● MATERIAL FOR THIS EXERCISE:
= Beginning of Section =

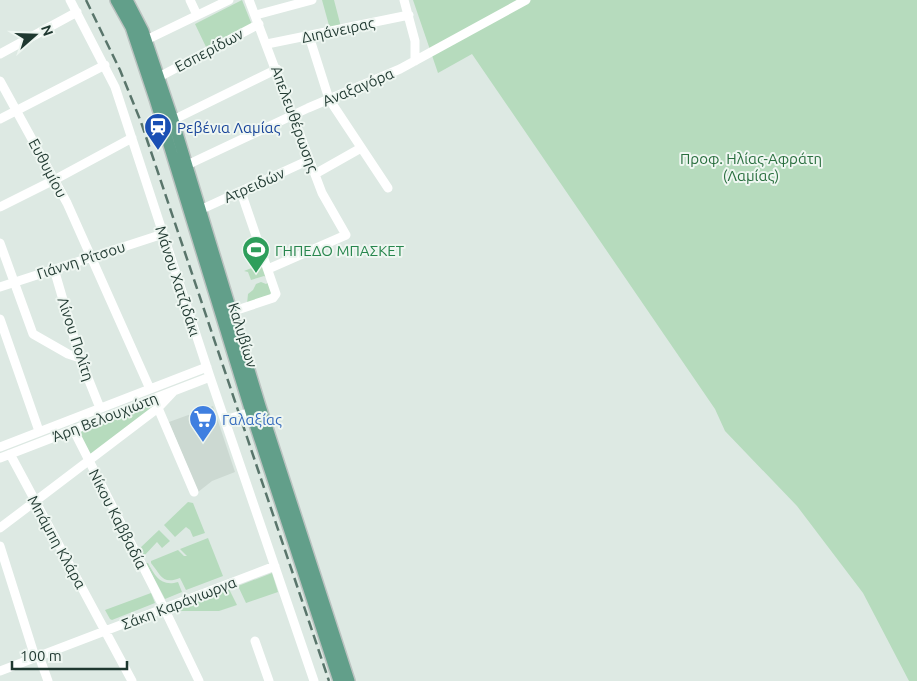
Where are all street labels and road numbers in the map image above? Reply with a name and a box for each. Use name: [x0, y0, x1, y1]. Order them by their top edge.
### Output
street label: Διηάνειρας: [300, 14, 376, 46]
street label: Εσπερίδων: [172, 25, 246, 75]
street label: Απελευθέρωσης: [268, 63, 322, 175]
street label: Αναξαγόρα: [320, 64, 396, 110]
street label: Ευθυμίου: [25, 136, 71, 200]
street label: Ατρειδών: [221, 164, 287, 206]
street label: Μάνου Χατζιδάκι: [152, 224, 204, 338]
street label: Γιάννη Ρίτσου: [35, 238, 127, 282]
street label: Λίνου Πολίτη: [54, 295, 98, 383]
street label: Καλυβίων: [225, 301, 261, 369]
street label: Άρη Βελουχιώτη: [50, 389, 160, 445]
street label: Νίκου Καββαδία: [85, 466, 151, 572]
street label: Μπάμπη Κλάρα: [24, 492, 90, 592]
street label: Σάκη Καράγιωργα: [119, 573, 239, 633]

= End of Section =
= Beginning of Section =

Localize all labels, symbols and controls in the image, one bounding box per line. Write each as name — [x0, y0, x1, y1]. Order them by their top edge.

= End of Section =
= Beginning of Section =

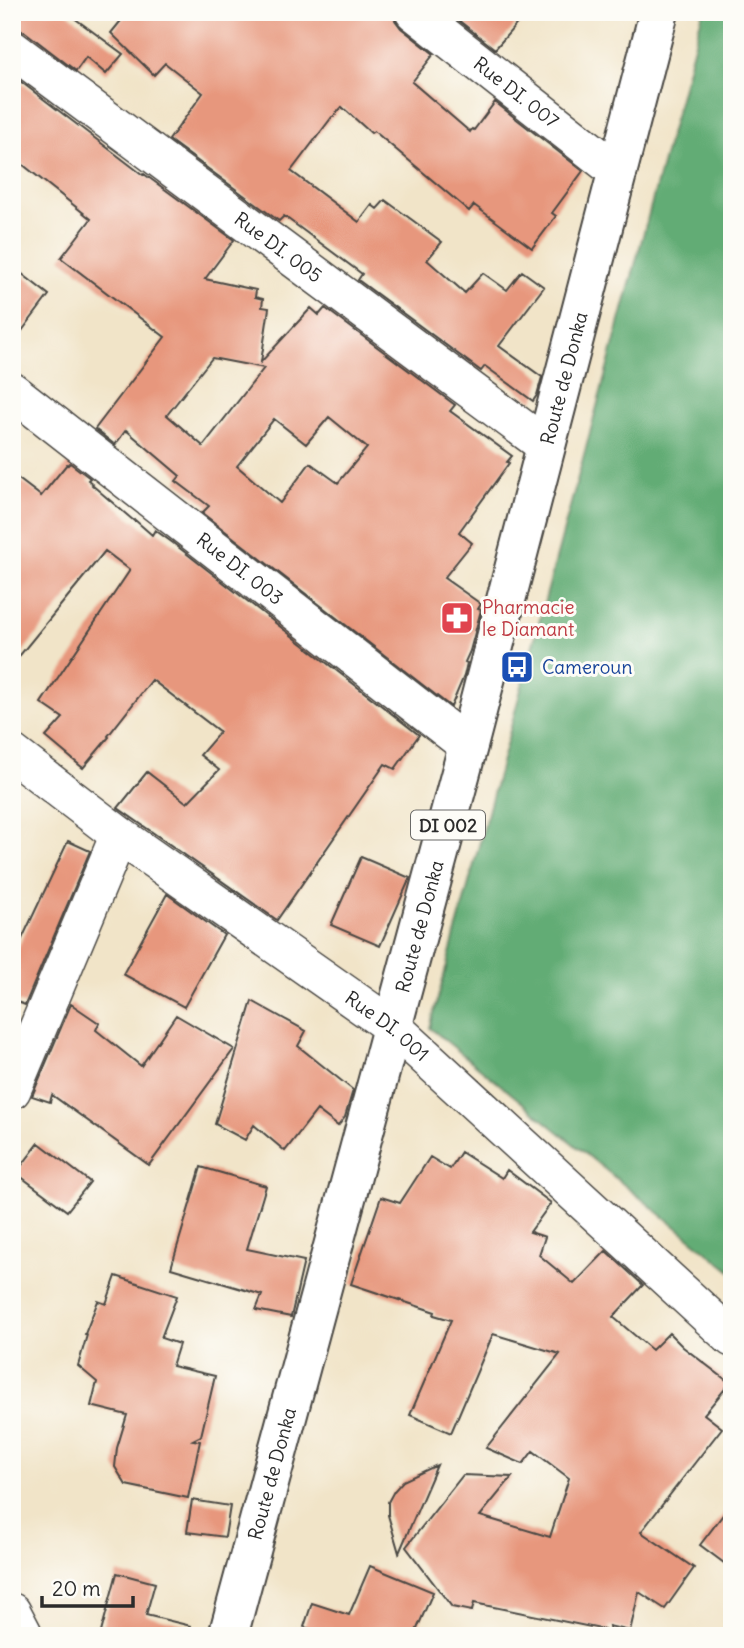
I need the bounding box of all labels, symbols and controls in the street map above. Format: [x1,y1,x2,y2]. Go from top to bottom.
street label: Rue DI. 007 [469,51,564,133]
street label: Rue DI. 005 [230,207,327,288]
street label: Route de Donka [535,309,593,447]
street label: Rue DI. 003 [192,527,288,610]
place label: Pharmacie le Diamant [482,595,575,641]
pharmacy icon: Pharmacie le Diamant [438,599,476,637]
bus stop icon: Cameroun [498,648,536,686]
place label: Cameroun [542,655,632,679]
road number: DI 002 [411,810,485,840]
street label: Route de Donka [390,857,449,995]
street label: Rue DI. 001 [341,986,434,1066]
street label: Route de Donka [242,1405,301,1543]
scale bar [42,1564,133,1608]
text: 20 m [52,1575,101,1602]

= End of Section =

● WORK TO BE COMPLETED: Check each line above for the word "Order" and copy every line that has it.

● FINISHED TASK:
Where are all street labels and road numbers in the map image above? Reply with a name and a box for each. Use name: [x0, y0, x1, y1]. Order them by their top edge.
Localize all labels, symbols and controls in the image, one bounding box per line. Write each as name — [x0, y0, x1, y1]. Order them by their top edge.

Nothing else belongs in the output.